Sur les planches du Théâtre de La Jonquière, dans le 17ème arrondissement de Paris, se joue, du 14 au 17 mai, un seul en scène remarquable : Trachée. Étudiant de l’ENSATT, Martin Villemin écrit il y a plus d’un an, un texte en « je », d’une puissance impressionnante. Mais bien plus qu’un projet académique, la pièce se concrétise fin mai, en une heure de performance théâtrale vraiment réussie. Co-mis en scène avec Thelma Chollet, par ailleurs compositrice de la bande-son du projet, les deux théâtreux passionnés, ayant créé la compagnie « La Percée », nous livrent une œuvre finie. La jeunesse a de la force et du talent !

 

Cette collaboration a donné corps et voix à un cri à la première personne : le « je » est dans une procession sur 24h, il se dédouble, ramené à ses idéaux masculins, ses pensées incel, un certain dégout de la femme. Mais ce « je » n’est pas singulier. En écrivant, Martin se livre à la fois à une conquête intime et à l’expression d’un discours commun. Il explore son propre rapport à la masculinité, en décryptant les patterns et schèmes qu’il voit quotidiennement, sans le chercher, sur les réseaux sociaux, dans la rue, dans les publicités. Martin, par un grand travail de recherche, écrit un « je » témoin de son temps, confronté aux normes masculinistes qui s’inscrivent de manière croissante dans le paysage des jeunes. Par son propre rapport à la chose, lui et Thelma font de la pièce un cri de la jeunesse, dénonçant ce culte du corps masculin, supérieur et fort, inhérent à la société, que des influenceurs aux multi-millions d’abonnés aident à propager, Tibo Inshape, Andrew Tate, pour ne citer qu’eux. 

 

Sur scène, c’est l’impressionnant Alexis Fouesnant qui donne corps et voix à ce « je » tiraillé, éminemment épris de pensées masculinistes, compressé par ses idéaux, ses obsessions. Mais paradoxalement, Alexis et sa voix grave, son corps masculin, sait aussi incarner la féminité. À ses idéaux de mâles alphas, d’acteurs hollywoodiens virils et sexy, se heurte la conscience d’un« je » qui s’auto-mutile dans cette recherche de la ressemblance. Comme un conteur, le personnage incarne plusieurs voix et les met en corps. Des moments de rupture narrative viennent interrompre ce « je », qui se métamorphose en incarnant ses figures idéales à tour de rôle. 

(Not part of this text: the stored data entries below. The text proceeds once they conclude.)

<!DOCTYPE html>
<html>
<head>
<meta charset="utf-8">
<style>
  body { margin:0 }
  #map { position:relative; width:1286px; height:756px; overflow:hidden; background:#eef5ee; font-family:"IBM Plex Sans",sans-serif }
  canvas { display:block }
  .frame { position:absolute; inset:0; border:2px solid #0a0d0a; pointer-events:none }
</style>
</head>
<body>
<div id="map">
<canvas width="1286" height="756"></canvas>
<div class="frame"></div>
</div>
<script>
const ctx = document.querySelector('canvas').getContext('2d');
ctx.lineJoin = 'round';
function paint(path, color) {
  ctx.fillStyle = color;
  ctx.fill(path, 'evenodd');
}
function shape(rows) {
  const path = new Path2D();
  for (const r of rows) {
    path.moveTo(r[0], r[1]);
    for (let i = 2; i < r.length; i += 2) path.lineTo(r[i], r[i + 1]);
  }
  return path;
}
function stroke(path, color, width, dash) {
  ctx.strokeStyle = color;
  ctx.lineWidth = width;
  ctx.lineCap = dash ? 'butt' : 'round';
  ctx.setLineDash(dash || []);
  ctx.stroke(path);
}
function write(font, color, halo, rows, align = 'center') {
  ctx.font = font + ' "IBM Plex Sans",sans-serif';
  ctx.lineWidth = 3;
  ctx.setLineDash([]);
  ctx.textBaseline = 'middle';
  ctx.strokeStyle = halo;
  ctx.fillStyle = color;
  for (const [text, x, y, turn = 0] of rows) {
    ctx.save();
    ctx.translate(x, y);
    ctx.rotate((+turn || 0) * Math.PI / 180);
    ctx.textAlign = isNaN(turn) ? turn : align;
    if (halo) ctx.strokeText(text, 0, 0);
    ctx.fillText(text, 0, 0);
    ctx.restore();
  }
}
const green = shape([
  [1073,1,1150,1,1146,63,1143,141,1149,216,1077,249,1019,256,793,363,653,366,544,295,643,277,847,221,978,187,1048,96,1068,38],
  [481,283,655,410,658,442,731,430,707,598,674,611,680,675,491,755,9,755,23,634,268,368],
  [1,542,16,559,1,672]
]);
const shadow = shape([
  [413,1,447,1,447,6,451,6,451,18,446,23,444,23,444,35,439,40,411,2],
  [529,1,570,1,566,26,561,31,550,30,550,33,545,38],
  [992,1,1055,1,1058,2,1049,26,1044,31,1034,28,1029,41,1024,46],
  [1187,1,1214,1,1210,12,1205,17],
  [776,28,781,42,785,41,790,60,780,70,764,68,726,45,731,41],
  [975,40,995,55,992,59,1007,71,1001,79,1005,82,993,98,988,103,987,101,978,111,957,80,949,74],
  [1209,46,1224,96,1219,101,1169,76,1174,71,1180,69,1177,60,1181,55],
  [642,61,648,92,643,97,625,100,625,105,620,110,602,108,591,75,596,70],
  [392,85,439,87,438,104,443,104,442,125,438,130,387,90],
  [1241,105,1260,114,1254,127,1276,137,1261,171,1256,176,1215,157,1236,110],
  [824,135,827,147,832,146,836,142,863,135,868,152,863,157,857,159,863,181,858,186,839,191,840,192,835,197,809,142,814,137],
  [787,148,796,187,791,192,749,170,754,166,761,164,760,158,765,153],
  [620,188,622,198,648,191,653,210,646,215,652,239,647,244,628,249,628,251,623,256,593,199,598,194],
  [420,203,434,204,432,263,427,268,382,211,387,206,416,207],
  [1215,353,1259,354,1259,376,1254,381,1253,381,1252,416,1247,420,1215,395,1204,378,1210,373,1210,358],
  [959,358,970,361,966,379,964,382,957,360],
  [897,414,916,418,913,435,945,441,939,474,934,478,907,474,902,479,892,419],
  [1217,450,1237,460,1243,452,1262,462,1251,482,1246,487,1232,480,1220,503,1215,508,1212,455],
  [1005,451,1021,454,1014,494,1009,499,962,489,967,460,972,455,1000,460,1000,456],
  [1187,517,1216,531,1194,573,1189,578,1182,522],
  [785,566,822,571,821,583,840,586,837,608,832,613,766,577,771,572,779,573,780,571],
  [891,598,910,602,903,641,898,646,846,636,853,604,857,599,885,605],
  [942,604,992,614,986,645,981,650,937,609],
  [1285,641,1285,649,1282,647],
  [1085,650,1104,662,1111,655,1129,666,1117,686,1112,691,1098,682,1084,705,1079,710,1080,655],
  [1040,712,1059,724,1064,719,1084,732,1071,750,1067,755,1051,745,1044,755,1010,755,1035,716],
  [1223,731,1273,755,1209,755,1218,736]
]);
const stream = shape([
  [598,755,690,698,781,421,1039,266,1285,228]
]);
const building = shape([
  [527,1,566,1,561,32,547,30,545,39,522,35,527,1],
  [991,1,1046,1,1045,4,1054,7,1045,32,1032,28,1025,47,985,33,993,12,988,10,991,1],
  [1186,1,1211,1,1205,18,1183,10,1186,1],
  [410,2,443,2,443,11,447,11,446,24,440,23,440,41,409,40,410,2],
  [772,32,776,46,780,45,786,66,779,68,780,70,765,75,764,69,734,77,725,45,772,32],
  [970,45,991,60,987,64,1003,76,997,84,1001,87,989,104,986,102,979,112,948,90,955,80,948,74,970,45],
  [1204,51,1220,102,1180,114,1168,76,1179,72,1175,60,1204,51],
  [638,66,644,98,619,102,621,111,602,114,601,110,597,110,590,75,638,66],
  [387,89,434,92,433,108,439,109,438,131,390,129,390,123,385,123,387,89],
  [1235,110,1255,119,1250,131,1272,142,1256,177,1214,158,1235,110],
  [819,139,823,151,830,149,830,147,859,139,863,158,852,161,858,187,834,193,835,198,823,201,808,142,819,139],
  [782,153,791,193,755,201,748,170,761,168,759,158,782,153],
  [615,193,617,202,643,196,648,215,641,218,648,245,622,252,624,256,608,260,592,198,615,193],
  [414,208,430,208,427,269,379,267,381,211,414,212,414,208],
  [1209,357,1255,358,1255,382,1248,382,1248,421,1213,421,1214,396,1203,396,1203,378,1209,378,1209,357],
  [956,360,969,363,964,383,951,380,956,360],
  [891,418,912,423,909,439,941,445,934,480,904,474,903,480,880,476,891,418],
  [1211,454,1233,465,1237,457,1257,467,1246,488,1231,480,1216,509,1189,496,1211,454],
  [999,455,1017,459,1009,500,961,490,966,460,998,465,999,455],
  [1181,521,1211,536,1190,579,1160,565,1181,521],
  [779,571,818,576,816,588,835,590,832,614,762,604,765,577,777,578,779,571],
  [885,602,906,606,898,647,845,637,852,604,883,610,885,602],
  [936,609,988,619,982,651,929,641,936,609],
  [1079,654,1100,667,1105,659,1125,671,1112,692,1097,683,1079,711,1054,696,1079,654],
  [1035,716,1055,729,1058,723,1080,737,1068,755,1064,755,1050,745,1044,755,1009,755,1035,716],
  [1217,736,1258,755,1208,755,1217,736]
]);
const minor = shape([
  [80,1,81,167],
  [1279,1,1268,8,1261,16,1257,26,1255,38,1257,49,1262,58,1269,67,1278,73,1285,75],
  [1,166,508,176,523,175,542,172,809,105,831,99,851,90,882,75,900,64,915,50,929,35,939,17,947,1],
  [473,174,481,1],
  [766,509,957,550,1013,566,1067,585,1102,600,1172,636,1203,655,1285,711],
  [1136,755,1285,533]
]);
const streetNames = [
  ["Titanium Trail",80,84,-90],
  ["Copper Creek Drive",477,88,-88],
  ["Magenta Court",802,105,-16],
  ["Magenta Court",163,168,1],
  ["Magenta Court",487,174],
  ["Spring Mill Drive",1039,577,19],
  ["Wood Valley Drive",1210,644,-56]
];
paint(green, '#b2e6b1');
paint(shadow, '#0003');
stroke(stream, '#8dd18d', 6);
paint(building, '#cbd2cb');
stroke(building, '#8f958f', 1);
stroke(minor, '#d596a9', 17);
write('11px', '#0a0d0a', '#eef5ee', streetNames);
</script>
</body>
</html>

Obsédé par la performance et l’imitation des codes, contraint de chercher à s’ancrer dans des normes sexistes, il n’y parvient pas. C’est cette recherche de l’éloignement de soi qui cause sa perte. Le texte par ses jeux de dédoublements fins et ses ruptures bien exécutées, est le fondement d’une pièce de caractère, politique et parlante.

 

Plus qu’un monologue, le comédien livre une performance du corps et de la voix, un jeu de l’adresse, puissant. Il sait crier et parler bas, il sait tomber et courir. Il parvient à donner corps à l’espace symbolique que la mise-en-scène propose. Muni de son sparadrap blanc, c’est le « je » lui-même qui lève le décor. Se dessine sur les planches noires de la scène un espace convaincant. D’un côté l’espace restreint de son appartement, qui le coince et l’oppresse, mais seul endroit où le personnage parvient réellement à n’être que face à lui. Vite, les images de Ryan Reynolds dans Deadpool le confrontent à cet extérieur. S’en suit une procession entre espace public et intime, entre extérieur et intérieur, entre travail et plaisir, entre vulnérabilité et virilité. Ce simple sparadrap donne à la scène son corps et déploie le texte. À l’avant-scène, le personnage s’adresse dans une intention plus sincère à son public. À l’instant où ce dernier disparaît de son prisme, il retourne à ses démons, se retrouve déstabilisé par cette inondation de la performance. Culte du corps, obsession des chiffres et des prix : l’espace l’inonde, a tel point qu’il finira par le détruire, défait de tout espoir de se retrouver lui-même.

 

Dans ce seul-en-scène percutant, la masculinité devient à la fois une prison et un champ de bataille. Le corps du jeune homme, sculpté à coups de normes, d'injonctions et de frustrations, incarne la violence sourde des représentations viriles dominantes. Être « un homme », ici, signifie performer sans relâche : être fort, rapide, conquérant, toujours au sommet. Le spectacle déplie une critique acérée de cette virilité hétéronormée, imposée dès l'enfance, et rend sensible le vertige de ceux qui s'y heurtent sans jamais s’y conformer. L'obsession de la performance, qu'elle soit physique, professionnelle ou sentimentale, devient un poison lent, une quête impossible qui mène à l'effondrement.

 

Mais au cœur de cette chute, une faille s’ouvre : celle du désir propre, singulier, insoumis. Le texte et la mise en scène proposent une réflexion autour d’une contre-masculinité fragile, mais lumineuse. Dans ce refus des codes virils, du mensonge social, la liberté s’esquisse, loin des corps héroïques et des schémas imposés. Le spectacle interroge alors notre capacité collective à déconstruire ces images, à faire place à des masculinités plurielles, moins normées, plus vivantes. Une manière de dire que fuir la virilité hétéronormée, c’est peut-être enfin s’autoriser à vivre autrement.

 

La trachée c’est la pomme d’Adam, point G de la virilité. Mais comme l’explique Martin, la trachée est aussi un espace de rupture, la voix tremble et se casse, s’épuise. La trachée devient monstrueuse quand « je » vomit. Le titre, à lui seul, structure la pièce, la rend œuvre. La trachée est le point final. 


 

Trachée est le fruit d’un texte écrit d’une plume pointilleuse, ancrée dans le réel et l’intime, d’une vision commune du théâtre comme d’un lieu où, en se mettant à égal avec le personnage, le discours politique, la lutte, agit et résonne. Le comédien enfin, met à l’honneur ce travail, en incarnant avec justesse un personnage profondément complexe. Sans vous en dire plus, Trachée est représentée du 14 au 17 mai à Paris. Aller assister à la représentation, c’est témoigner des débuts d’une compagnie talentueuse en donnant un coup de pouce à la jeunesse qui dit merde.  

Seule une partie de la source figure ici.